O Cirque Olympique será apresentado neste trabalho como um caso modelar para tratar da presença do teatro nas primeiras configurações do circo como espetáculo moderno. Não se trata de indicá-lo como o único a associar circo e teatro, pois, como já foi dito, os circos de Hughes e Astley já haviam introduzido o palco ao lado do picadeiro e a prática pode ter inspirados outros empreendimentos similares no período. O escolhemos como referência pelo longo tempo de existência e pelas inovações que introduziu, apesar de proceder da empresa de Astley. No caso da França ele é exemplar por dois motivos: por ter o privilégio de exploração deste tipo de espetáculo em Paris e pelo seu tempo de existência, superior a meio século, sem contar com os empreendimentos da família Franconi em Lyon e em Paris (antes da denominação Cirque Olympique que data de 1807 e vai até 1862). Dada a grande extensão de tempo de atuação desta companhia, fizemos um recorte de aprofundamento entre os anos de 1807 e 1836, ano no qual, sob a administração de Adolphe Franconi, o circo faliu e passou a ser de propriedade de Dejean. Embora Adolphe tenha continuado com um papel fundamental no Olympique, compreendemos que ali se iniciou uma nova etapa, simbolicamente marcada pela morte de Antonio Franconi, o patriarca desta dinastia e primeiro grande empresário circense na Europa.

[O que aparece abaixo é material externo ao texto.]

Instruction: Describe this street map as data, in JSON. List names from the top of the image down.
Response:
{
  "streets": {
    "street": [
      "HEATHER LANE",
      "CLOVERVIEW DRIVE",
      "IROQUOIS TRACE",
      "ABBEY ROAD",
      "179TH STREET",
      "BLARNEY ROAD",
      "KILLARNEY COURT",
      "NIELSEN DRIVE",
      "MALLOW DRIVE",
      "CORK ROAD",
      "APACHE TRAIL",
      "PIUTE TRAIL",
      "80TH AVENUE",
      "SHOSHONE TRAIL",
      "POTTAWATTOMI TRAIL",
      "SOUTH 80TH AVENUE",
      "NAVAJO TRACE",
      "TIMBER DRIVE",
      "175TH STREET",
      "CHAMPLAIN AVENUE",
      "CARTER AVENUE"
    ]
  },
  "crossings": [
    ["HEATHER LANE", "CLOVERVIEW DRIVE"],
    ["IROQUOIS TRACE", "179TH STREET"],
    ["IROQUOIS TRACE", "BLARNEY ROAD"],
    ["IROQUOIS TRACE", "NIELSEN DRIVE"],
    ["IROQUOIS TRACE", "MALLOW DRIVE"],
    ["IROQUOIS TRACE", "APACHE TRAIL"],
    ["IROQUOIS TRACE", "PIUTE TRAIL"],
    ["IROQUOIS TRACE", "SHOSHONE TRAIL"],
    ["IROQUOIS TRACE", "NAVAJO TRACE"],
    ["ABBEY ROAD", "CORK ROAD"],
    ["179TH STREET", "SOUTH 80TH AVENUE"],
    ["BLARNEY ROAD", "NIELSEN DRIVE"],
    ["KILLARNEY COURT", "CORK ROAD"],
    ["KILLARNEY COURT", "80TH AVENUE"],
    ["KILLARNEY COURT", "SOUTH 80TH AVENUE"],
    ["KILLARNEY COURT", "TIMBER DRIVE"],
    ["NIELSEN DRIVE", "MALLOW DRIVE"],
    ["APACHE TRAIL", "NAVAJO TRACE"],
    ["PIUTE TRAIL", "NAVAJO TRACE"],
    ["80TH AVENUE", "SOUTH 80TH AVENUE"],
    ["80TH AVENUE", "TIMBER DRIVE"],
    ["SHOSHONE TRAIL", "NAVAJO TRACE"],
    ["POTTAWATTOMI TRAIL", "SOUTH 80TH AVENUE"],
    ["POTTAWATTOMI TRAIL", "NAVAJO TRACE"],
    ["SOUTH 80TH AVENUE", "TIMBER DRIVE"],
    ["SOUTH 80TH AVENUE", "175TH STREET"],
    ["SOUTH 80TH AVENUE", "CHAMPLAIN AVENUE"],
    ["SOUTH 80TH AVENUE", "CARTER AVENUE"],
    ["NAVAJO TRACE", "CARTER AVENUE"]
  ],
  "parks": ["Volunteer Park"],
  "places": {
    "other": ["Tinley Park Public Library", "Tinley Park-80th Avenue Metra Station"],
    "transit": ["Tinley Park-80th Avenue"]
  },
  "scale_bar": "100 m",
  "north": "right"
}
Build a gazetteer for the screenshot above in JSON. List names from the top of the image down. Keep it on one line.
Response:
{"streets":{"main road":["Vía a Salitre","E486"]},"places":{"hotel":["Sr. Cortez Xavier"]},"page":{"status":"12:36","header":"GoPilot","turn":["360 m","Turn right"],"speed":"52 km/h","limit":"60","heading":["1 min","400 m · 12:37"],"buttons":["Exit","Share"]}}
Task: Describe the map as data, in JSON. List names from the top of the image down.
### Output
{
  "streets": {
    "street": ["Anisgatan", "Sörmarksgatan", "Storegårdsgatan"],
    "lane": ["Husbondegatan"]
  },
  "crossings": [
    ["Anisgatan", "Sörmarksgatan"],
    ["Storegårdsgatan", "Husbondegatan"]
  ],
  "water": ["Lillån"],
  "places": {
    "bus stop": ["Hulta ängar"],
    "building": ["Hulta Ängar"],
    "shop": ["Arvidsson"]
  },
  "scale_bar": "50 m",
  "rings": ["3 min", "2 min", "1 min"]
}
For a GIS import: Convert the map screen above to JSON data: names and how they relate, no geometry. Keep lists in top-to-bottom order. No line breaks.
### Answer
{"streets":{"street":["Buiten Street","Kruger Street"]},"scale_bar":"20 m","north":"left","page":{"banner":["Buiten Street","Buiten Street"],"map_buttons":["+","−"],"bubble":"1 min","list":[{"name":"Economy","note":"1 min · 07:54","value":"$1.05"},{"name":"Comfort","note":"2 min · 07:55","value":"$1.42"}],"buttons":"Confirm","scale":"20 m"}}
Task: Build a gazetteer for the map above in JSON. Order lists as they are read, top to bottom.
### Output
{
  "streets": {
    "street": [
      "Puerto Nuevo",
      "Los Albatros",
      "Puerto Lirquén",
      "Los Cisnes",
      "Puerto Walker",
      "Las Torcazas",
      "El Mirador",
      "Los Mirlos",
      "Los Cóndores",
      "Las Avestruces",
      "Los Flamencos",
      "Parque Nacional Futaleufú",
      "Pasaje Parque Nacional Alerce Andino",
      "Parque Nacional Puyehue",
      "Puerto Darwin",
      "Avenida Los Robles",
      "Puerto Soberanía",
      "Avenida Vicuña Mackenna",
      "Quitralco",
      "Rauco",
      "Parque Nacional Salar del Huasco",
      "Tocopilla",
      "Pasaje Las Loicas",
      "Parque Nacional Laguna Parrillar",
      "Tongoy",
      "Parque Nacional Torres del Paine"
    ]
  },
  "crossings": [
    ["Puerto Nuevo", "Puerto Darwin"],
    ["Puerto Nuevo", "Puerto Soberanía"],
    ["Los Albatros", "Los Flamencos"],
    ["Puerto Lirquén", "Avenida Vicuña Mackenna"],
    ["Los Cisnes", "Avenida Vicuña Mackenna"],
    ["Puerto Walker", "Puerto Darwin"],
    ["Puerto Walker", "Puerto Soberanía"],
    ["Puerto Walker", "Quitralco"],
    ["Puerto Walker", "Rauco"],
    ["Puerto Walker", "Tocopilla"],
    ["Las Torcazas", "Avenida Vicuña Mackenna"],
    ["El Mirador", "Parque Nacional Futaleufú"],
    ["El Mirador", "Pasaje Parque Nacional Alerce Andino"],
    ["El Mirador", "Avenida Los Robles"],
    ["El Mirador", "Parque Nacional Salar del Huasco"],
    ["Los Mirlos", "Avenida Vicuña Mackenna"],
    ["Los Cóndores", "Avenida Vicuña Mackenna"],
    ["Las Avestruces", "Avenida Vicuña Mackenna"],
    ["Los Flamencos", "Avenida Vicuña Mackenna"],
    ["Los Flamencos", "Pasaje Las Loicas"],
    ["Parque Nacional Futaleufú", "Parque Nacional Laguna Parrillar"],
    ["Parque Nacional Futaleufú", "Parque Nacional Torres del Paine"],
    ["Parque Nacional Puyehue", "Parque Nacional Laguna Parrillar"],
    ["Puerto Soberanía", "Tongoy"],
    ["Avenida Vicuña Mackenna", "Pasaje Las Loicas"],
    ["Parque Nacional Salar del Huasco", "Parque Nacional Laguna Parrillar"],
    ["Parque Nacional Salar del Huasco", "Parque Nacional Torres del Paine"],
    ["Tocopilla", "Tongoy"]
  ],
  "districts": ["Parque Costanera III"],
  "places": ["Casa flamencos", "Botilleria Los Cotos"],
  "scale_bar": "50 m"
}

O período enfocado também permite compreender a configuração do circo como espetáculo moderno na Europa antes da sua chegada ao Brasil e sua consequência no formato do espetáculo brasileiro. Segundo Silva (2007, p. 57- 58) o primeiro circo, assim nomeado, chegou à América Latina pela Argentina em 1820 e no Brasil em 1834, como veremos adiante, embora desde o fim do século XVIII saltimbancos europeus e famílias circenses tenham começado a vir trabalhar nesta mesma região do continente americano. Trata-se de uma tentativa de conjecturar sobre o circo-teatro no Brasil, a partir desta companhia francesa como modelo, no sentido da forma do espetáculo. Entre as contribuições francesas ao circo72 está a criação do trapézio volante por Jules Léotard (MAUCLAIR, 2003, p. 48), mas as influências no teatro circense não podem deixar de ser consideradas, pois é grande seu significado para a compreensão do teatro brasileiro.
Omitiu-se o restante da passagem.